How to complete this task: Pull out each line of the data that includes the word "does".

Materials provided:
○ ○ ○ ○ ○

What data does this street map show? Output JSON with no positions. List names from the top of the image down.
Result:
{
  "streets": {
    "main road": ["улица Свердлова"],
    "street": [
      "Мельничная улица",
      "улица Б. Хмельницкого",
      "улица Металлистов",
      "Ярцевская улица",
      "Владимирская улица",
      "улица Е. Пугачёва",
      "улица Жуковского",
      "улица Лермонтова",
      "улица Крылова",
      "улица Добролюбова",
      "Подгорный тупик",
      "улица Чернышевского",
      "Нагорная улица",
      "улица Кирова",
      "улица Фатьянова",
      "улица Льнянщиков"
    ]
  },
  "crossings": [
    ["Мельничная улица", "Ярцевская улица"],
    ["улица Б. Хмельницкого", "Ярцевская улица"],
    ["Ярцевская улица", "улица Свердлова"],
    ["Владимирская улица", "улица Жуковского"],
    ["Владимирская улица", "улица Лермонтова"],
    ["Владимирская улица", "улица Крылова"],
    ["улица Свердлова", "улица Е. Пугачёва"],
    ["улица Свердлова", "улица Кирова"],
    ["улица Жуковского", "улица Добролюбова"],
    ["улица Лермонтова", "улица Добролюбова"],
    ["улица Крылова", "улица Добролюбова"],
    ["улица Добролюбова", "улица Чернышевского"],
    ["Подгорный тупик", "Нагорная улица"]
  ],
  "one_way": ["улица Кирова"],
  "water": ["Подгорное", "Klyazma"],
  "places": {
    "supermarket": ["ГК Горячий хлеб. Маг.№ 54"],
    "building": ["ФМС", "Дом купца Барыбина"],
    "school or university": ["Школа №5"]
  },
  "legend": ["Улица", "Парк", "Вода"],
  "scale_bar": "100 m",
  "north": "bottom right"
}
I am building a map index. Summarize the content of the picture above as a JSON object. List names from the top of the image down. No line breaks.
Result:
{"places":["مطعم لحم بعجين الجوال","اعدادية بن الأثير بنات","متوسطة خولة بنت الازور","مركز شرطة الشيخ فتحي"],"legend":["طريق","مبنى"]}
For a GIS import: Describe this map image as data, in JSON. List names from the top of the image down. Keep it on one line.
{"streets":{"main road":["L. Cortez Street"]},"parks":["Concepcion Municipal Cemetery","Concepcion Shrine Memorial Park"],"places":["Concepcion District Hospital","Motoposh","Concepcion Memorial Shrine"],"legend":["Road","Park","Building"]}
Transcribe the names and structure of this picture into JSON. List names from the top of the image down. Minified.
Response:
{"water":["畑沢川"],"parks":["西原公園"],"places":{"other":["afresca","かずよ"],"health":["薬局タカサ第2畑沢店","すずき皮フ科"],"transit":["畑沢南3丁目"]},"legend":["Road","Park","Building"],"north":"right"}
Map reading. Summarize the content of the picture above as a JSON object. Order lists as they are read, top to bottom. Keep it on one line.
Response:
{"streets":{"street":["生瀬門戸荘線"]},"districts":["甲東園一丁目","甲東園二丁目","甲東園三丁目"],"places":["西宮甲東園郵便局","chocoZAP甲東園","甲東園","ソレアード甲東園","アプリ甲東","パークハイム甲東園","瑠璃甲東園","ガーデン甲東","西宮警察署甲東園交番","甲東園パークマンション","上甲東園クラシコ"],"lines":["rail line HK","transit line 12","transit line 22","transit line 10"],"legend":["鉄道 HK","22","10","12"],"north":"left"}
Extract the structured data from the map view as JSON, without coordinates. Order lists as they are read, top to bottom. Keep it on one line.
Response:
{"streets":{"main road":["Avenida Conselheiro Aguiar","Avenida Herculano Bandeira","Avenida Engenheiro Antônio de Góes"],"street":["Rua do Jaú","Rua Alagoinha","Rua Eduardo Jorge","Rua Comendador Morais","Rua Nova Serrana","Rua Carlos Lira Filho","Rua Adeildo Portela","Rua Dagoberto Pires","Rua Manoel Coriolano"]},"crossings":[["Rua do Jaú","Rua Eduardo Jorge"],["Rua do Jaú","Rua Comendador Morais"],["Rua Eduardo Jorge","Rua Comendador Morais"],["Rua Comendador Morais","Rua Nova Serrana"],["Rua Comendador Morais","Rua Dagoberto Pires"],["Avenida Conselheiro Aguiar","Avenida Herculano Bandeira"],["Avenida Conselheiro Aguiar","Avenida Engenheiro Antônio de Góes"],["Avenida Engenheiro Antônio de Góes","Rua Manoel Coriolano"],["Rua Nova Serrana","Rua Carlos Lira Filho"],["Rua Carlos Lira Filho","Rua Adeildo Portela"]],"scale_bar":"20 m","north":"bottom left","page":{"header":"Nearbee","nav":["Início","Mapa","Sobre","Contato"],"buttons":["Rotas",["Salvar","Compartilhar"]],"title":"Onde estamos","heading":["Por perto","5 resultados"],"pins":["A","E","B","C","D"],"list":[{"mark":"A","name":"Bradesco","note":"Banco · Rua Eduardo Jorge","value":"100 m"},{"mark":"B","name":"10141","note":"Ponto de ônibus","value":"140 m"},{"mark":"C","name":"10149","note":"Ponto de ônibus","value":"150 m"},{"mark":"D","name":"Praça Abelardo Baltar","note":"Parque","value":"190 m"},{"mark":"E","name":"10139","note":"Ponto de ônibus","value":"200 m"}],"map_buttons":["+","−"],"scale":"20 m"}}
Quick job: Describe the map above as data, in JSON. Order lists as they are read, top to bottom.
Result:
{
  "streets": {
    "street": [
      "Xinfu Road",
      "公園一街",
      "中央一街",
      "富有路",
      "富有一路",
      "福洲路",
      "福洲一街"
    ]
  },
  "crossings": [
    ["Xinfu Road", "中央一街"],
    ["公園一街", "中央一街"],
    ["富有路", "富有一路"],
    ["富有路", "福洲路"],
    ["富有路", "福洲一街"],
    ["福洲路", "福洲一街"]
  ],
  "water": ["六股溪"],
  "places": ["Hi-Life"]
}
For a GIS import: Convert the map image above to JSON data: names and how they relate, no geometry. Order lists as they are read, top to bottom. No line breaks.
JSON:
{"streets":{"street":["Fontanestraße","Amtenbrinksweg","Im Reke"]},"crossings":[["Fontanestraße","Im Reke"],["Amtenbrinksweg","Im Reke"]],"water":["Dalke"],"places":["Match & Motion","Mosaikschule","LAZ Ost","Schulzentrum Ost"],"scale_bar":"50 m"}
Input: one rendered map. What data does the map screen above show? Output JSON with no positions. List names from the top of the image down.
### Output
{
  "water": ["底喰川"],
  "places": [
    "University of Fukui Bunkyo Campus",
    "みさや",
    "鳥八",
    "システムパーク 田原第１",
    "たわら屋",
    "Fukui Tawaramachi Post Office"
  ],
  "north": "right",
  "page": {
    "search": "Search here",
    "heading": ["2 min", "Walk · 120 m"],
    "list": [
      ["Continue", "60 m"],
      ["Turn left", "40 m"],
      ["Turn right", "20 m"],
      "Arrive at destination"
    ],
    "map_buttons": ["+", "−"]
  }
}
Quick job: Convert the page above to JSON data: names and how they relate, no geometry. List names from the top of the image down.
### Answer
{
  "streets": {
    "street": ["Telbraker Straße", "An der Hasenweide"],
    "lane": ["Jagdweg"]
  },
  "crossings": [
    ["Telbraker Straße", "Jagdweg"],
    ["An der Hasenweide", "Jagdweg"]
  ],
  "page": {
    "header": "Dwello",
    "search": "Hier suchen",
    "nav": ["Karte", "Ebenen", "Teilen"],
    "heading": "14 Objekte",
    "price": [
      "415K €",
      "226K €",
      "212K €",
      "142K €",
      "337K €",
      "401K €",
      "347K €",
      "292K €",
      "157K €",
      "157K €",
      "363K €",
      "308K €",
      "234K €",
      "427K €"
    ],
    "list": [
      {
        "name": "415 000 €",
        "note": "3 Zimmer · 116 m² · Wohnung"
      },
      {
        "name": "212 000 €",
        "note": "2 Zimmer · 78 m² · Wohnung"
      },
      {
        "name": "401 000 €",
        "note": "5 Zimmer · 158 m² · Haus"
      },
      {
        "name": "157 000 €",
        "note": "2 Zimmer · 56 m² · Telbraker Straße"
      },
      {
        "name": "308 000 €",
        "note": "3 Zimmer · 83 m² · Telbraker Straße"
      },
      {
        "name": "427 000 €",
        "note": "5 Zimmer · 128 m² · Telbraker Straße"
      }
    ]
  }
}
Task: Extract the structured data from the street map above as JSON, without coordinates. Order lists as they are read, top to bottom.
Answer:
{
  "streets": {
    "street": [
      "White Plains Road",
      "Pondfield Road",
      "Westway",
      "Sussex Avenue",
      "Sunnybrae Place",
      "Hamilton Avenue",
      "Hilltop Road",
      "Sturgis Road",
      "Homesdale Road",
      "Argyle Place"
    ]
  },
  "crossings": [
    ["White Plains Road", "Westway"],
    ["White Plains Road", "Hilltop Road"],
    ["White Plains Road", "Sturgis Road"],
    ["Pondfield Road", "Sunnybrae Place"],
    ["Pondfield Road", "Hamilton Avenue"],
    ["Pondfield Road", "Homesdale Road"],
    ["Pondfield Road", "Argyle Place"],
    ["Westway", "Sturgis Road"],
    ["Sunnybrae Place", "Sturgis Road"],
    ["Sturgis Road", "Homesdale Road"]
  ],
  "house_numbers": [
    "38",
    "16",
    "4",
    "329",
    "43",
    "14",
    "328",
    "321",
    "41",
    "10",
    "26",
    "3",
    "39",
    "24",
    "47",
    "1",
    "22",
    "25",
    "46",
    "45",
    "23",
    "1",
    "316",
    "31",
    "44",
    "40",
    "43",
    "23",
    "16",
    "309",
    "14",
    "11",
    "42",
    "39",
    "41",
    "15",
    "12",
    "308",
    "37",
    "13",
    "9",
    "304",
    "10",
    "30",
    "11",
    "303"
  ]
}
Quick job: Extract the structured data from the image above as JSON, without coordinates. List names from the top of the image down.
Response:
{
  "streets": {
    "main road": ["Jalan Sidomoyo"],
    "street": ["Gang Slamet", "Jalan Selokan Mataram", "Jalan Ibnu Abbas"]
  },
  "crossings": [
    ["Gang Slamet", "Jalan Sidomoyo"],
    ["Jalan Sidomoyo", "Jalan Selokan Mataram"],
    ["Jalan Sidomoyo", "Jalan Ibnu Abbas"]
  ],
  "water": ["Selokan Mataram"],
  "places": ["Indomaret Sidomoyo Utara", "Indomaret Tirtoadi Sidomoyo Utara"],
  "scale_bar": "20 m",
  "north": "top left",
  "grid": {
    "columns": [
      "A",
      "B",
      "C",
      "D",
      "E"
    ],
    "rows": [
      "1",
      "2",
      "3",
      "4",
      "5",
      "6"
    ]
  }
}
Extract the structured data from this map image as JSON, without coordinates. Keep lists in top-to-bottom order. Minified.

○ ○ ○ ○ ○

Completed exercise:
What data does this street map show? Output JSON with no positions. List names from the top of the image down.
Input: one rendered map. What data does the map screen above show? Output JSON with no positions. List names from the top of the image down.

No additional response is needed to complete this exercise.